→ **Work required**: How many lines in the records below include "image"? Answer with the number only.

→ **Available records**:

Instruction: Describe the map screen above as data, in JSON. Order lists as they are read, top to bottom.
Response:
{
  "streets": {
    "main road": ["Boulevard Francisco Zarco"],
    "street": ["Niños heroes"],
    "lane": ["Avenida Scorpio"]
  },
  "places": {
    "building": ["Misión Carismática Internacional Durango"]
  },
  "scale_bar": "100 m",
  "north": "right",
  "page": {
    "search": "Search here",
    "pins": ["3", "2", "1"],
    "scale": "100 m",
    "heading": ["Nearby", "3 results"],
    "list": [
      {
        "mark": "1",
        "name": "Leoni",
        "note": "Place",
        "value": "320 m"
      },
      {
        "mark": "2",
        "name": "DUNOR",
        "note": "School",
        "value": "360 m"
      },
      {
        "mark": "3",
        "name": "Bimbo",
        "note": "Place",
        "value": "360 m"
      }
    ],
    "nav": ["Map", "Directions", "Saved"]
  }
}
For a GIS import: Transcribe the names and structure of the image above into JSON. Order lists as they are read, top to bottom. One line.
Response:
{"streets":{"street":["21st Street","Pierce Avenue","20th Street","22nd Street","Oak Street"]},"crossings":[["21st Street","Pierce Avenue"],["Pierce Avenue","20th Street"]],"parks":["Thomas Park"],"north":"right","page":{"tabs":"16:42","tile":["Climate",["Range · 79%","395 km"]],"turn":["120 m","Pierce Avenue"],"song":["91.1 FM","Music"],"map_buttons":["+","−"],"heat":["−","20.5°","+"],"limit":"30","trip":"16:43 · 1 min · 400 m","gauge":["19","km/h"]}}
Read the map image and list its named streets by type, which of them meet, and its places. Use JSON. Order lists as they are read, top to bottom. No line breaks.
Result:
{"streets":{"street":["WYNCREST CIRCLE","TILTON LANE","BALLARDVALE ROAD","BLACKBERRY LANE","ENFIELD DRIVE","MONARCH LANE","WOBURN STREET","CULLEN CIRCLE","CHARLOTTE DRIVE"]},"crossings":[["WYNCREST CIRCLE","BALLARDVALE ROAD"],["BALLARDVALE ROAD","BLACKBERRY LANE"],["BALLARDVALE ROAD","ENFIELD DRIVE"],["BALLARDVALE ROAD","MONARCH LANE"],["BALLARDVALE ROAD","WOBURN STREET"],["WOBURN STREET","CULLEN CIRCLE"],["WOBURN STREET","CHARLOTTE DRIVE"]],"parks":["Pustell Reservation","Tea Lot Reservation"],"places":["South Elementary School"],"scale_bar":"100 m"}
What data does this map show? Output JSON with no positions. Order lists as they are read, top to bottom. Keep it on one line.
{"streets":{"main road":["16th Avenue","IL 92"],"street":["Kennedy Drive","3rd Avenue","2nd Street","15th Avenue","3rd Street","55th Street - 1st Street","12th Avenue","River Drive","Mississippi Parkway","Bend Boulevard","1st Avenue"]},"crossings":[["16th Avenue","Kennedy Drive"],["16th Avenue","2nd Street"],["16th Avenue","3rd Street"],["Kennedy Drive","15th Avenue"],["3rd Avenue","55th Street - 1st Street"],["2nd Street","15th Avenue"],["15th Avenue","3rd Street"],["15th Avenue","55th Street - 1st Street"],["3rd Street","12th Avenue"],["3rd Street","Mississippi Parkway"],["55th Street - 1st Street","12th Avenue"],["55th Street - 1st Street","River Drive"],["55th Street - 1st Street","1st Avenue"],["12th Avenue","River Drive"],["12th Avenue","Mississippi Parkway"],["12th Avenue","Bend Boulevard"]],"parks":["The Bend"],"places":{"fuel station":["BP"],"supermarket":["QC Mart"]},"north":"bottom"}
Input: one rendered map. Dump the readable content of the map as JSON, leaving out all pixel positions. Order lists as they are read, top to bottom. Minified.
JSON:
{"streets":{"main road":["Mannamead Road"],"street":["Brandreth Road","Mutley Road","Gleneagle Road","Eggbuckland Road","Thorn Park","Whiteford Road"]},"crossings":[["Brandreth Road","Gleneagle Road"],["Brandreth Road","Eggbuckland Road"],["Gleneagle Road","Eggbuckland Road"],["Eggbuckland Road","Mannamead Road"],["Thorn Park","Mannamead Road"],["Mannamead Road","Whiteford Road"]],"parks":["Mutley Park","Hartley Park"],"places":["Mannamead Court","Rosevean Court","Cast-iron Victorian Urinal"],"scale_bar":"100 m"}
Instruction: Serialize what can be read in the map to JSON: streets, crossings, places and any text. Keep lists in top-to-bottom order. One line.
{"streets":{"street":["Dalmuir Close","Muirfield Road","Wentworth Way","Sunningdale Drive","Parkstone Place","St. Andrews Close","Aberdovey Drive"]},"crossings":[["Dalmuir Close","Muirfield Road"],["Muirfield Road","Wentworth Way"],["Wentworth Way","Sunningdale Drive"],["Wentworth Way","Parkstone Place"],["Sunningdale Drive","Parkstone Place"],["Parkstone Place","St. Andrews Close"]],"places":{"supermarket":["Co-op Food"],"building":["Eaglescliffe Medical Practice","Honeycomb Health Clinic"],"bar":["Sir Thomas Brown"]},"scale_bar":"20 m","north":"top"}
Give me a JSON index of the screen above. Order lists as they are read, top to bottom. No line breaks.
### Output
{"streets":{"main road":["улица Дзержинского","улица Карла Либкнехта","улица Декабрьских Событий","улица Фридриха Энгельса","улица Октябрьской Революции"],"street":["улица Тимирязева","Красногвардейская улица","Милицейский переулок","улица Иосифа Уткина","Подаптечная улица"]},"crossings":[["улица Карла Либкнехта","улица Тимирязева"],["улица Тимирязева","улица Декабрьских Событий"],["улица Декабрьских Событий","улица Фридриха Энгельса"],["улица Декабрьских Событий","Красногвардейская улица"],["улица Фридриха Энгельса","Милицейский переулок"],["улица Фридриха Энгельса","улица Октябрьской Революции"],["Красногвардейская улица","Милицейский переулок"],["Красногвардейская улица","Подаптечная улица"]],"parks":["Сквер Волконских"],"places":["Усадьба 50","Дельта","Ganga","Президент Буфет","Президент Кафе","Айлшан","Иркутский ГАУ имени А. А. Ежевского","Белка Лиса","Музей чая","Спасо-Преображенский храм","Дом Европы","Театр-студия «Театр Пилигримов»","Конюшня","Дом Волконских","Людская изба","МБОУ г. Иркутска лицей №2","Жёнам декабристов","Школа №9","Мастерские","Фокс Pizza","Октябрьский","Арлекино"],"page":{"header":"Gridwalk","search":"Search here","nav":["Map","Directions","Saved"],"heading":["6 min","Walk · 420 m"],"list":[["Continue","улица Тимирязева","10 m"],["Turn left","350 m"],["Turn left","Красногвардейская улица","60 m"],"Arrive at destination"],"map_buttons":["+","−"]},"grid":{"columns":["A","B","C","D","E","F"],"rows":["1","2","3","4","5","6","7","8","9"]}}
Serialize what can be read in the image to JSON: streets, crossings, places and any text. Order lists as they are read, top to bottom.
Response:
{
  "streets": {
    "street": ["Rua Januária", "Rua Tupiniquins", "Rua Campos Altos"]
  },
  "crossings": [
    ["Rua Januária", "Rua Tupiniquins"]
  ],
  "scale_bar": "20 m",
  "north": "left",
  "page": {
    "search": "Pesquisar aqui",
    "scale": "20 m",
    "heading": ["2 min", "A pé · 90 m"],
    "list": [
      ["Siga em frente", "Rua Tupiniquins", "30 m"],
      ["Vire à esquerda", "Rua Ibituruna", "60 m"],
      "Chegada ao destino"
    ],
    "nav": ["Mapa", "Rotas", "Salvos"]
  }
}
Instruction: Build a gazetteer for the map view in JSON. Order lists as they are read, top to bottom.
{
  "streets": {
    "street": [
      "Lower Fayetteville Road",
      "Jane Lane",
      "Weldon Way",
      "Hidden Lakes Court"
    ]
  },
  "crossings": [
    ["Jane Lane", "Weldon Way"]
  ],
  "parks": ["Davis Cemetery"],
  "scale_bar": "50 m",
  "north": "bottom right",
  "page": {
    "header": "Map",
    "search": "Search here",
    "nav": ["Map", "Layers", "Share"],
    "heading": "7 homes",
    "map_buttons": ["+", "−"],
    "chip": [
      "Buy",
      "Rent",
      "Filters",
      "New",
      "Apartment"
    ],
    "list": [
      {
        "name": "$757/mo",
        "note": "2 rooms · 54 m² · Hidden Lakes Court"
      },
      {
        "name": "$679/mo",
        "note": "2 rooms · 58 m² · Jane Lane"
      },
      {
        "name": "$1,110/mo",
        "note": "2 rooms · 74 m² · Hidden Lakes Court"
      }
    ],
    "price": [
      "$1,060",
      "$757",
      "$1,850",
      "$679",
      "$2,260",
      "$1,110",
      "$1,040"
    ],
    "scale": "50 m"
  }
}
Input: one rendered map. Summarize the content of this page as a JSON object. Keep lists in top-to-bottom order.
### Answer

→ **Completed task**: 3